__Recorded data__:
__________

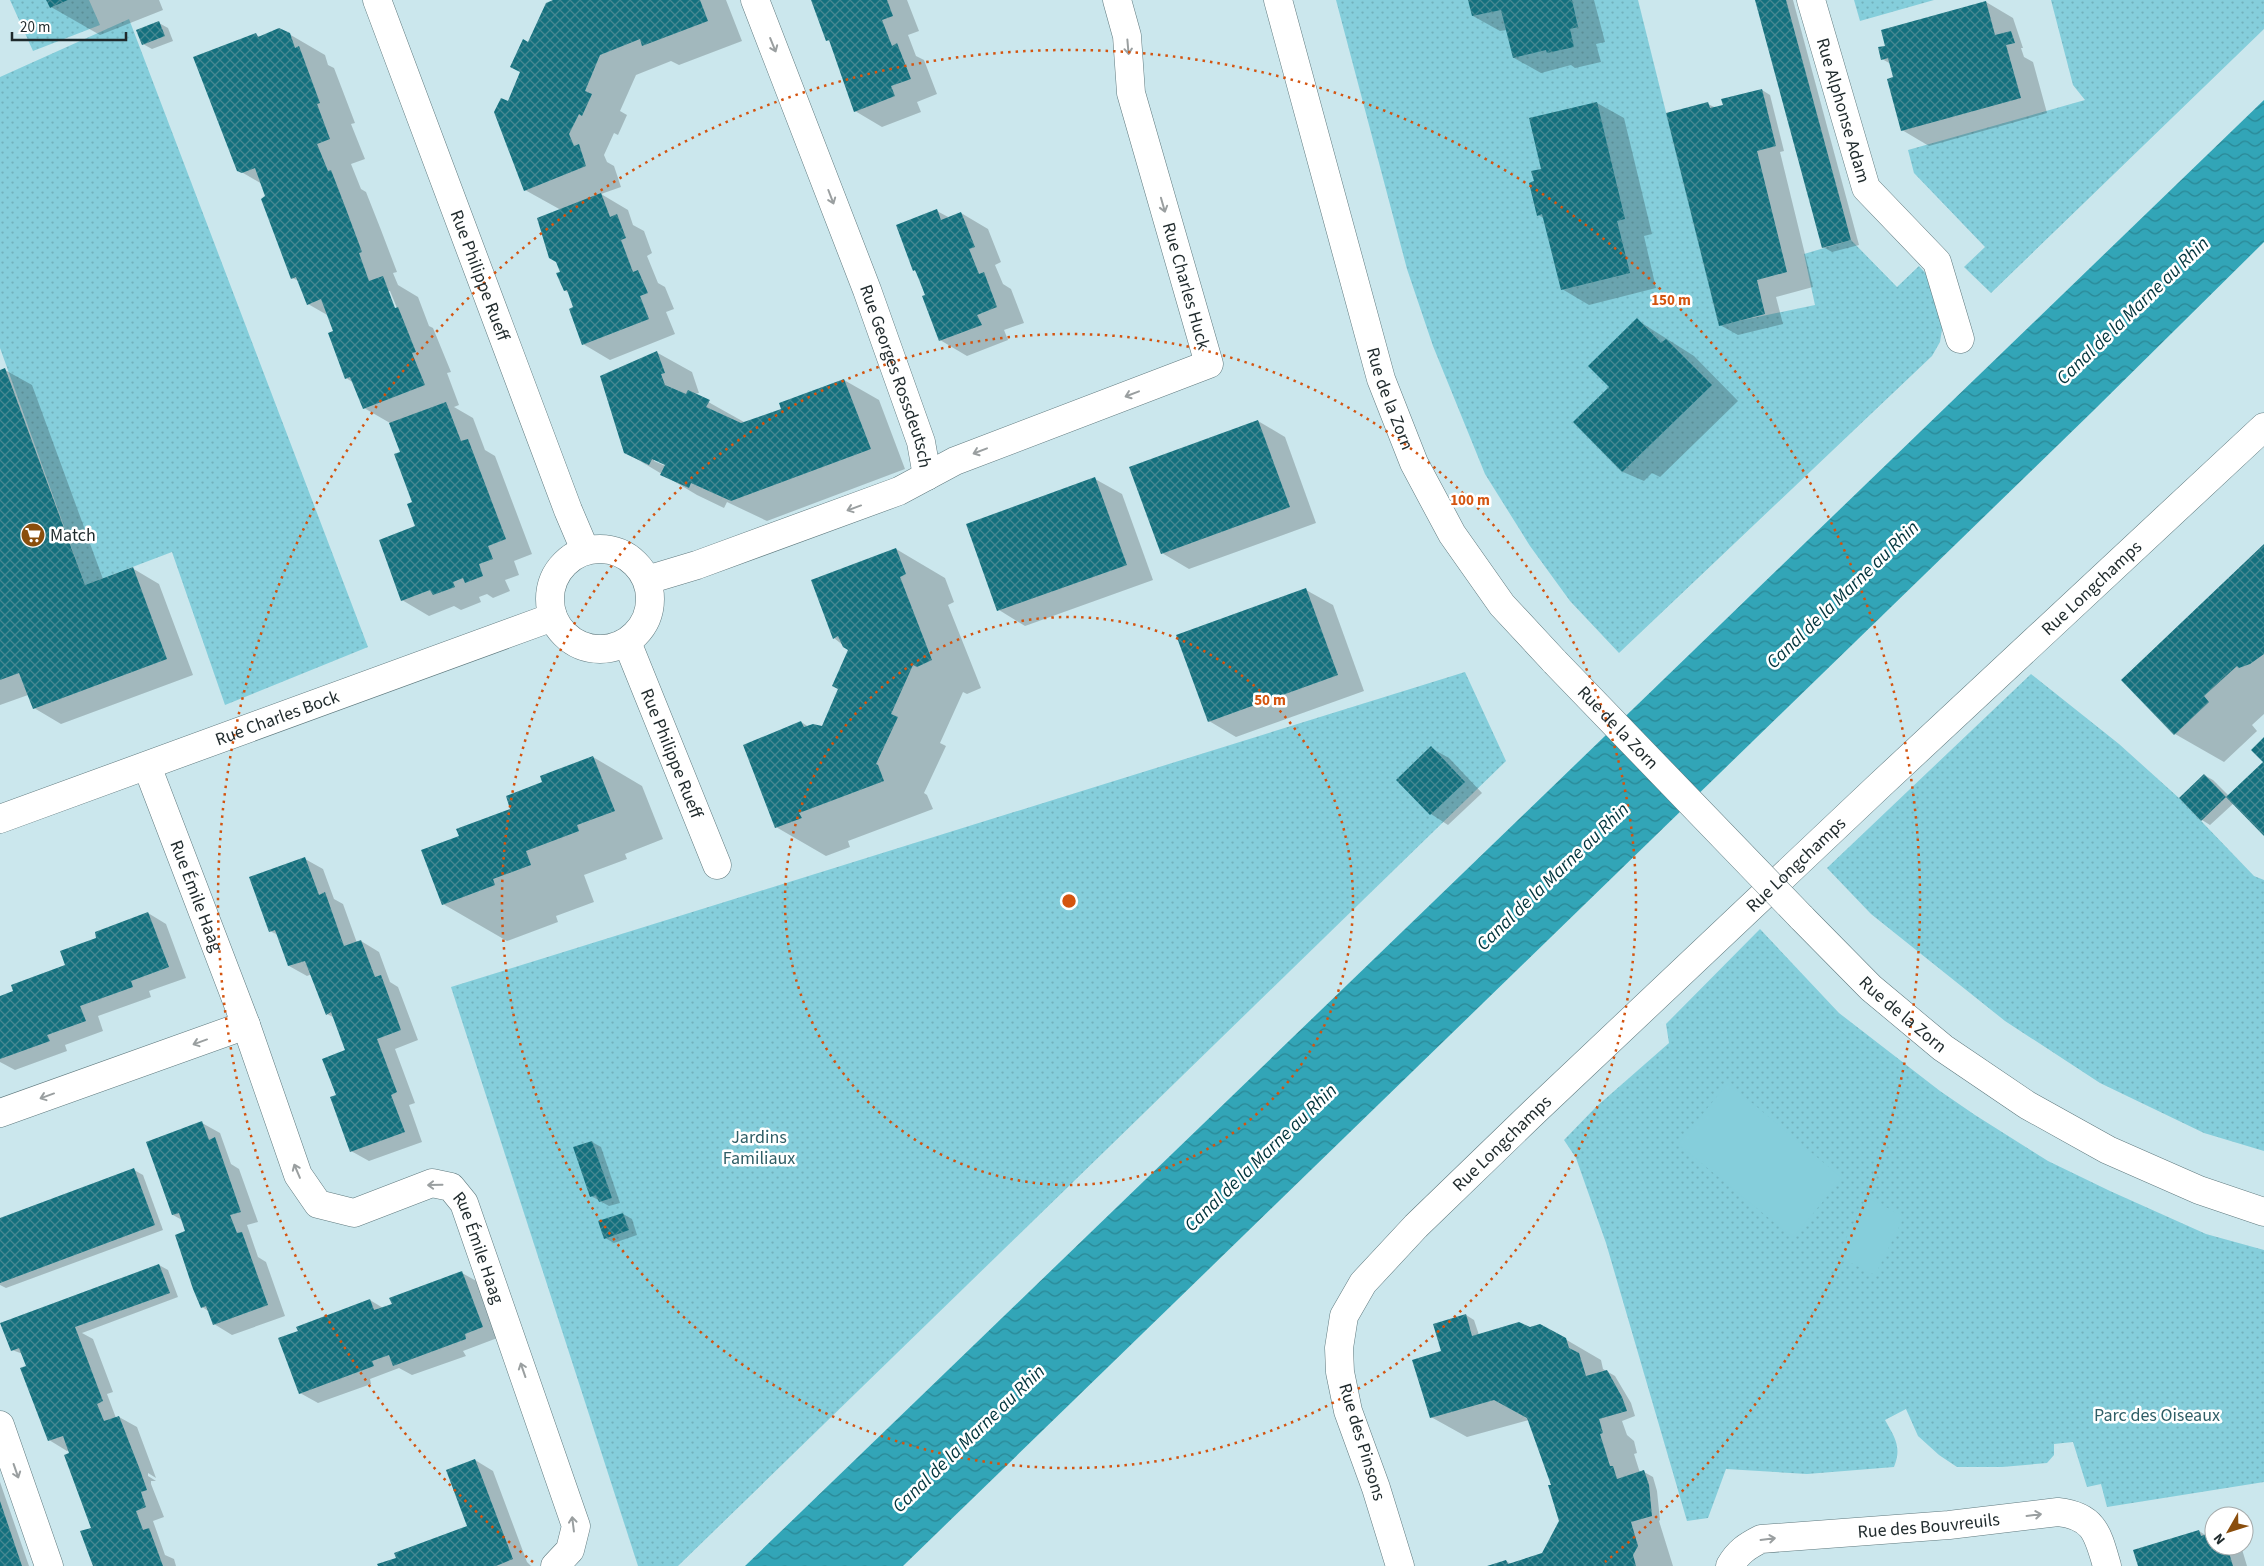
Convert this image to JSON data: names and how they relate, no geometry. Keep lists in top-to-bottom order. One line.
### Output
{"streets":{"street":["Rue Alphonse Adam","Rue Philippe Rueff","Rue Charles Huck","Rue Georges Rossdeutsch","Rue de la Zorn","Rue Longchamps","Rue Charles Bock","Rue Émile Haag","Rue des Pinsons","Rue des Bouvreuils"]},"crossings":[["Rue Philippe Rueff","Rue Georges Rossdeutsch"],["Rue Philippe Rueff","Rue Charles Bock"],["Rue Charles Huck","Rue Georges Rossdeutsch"],["Rue Georges Rossdeutsch","Rue Charles Bock"],["Rue Longchamps","Rue des Pinsons"],["Rue Charles Bock","Rue Émile Haag"]],"one_way":["Rue Émile Haag","Rue des Bouvreuils"],"water":["Canal de la Marne au Rhin"],"parks":["Jardins Familiaux","Parc des Oiseaux"],"places":{"supermarket":["Match"]},"scale_bar":"20 m","north":"bottom left","rings":["150 m","100 m","50 m"]}
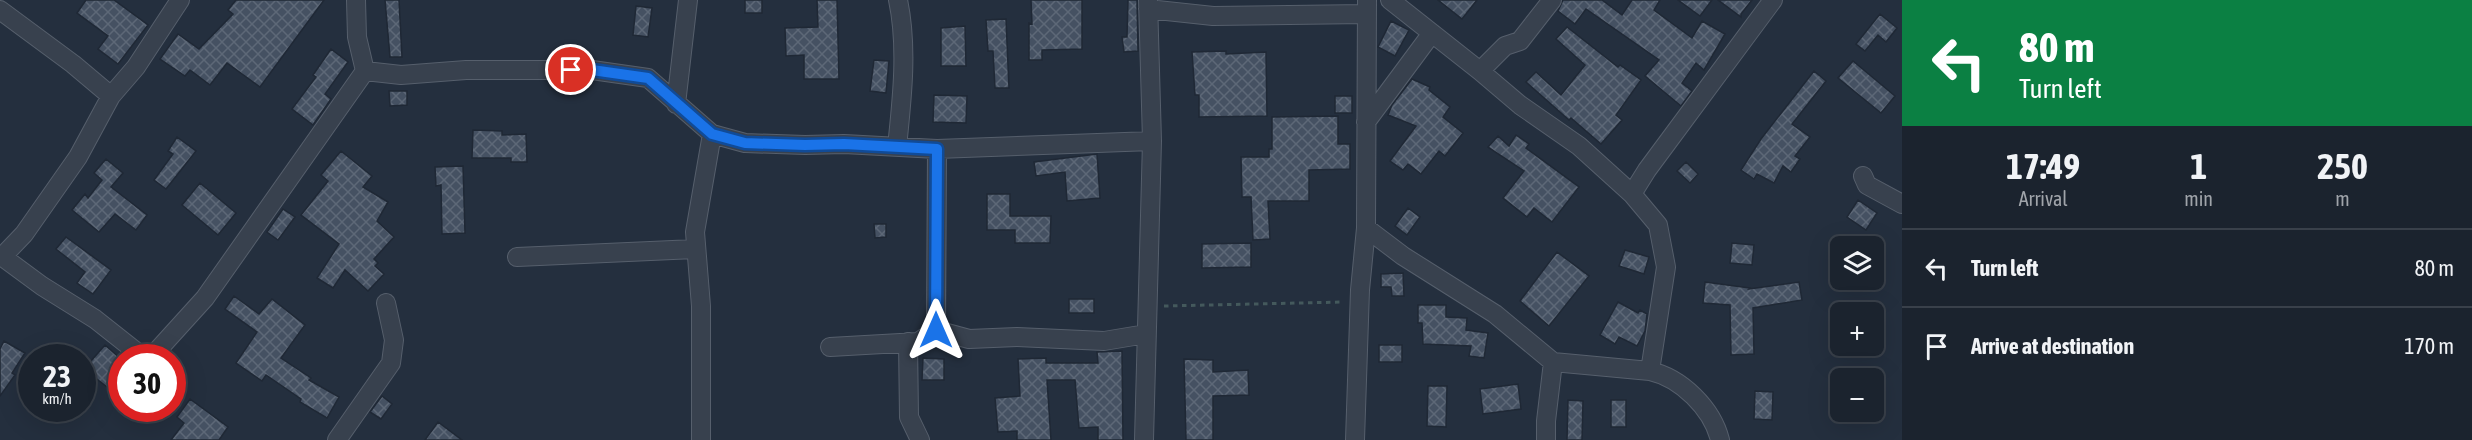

__________

__Task instructions__: Retype the listing above exactly. Pictures are not part of the copy.

__Solution to this problem__:
Convert this image to JSON data: names and how they relate, no geometry. Keep lists in top-to-bottom order. One line.
### Output
{"streets":{"street":["Rue Alphonse Adam","Rue Philippe Rueff","Rue Charles Huck","Rue Georges Rossdeutsch","Rue de la Zorn","Rue Longchamps","Rue Charles Bock","Rue Émile Haag","Rue des Pinsons","Rue des Bouvreuils"]},"crossings":[["Rue Philippe Rueff","Rue Georges Rossdeutsch"],["Rue Philippe Rueff","Rue Charles Bock"],["Rue Charles Huck","Rue Georges Rossdeutsch"],["Rue Georges Rossdeutsch","Rue Charles Bock"],["Rue Longchamps","Rue des Pinsons"],["Rue Charles Bock","Rue Émile Haag"]],"one_way":["Rue Émile Haag","Rue des Bouvreuils"],"water":["Canal de la Marne au Rhin"],"parks":["Jardins Familiaux","Parc des Oiseaux"],"places":{"supermarket":["Match"]},"scale_bar":"20 m","north":"bottom left","rings":["150 m","100 m","50 m"]}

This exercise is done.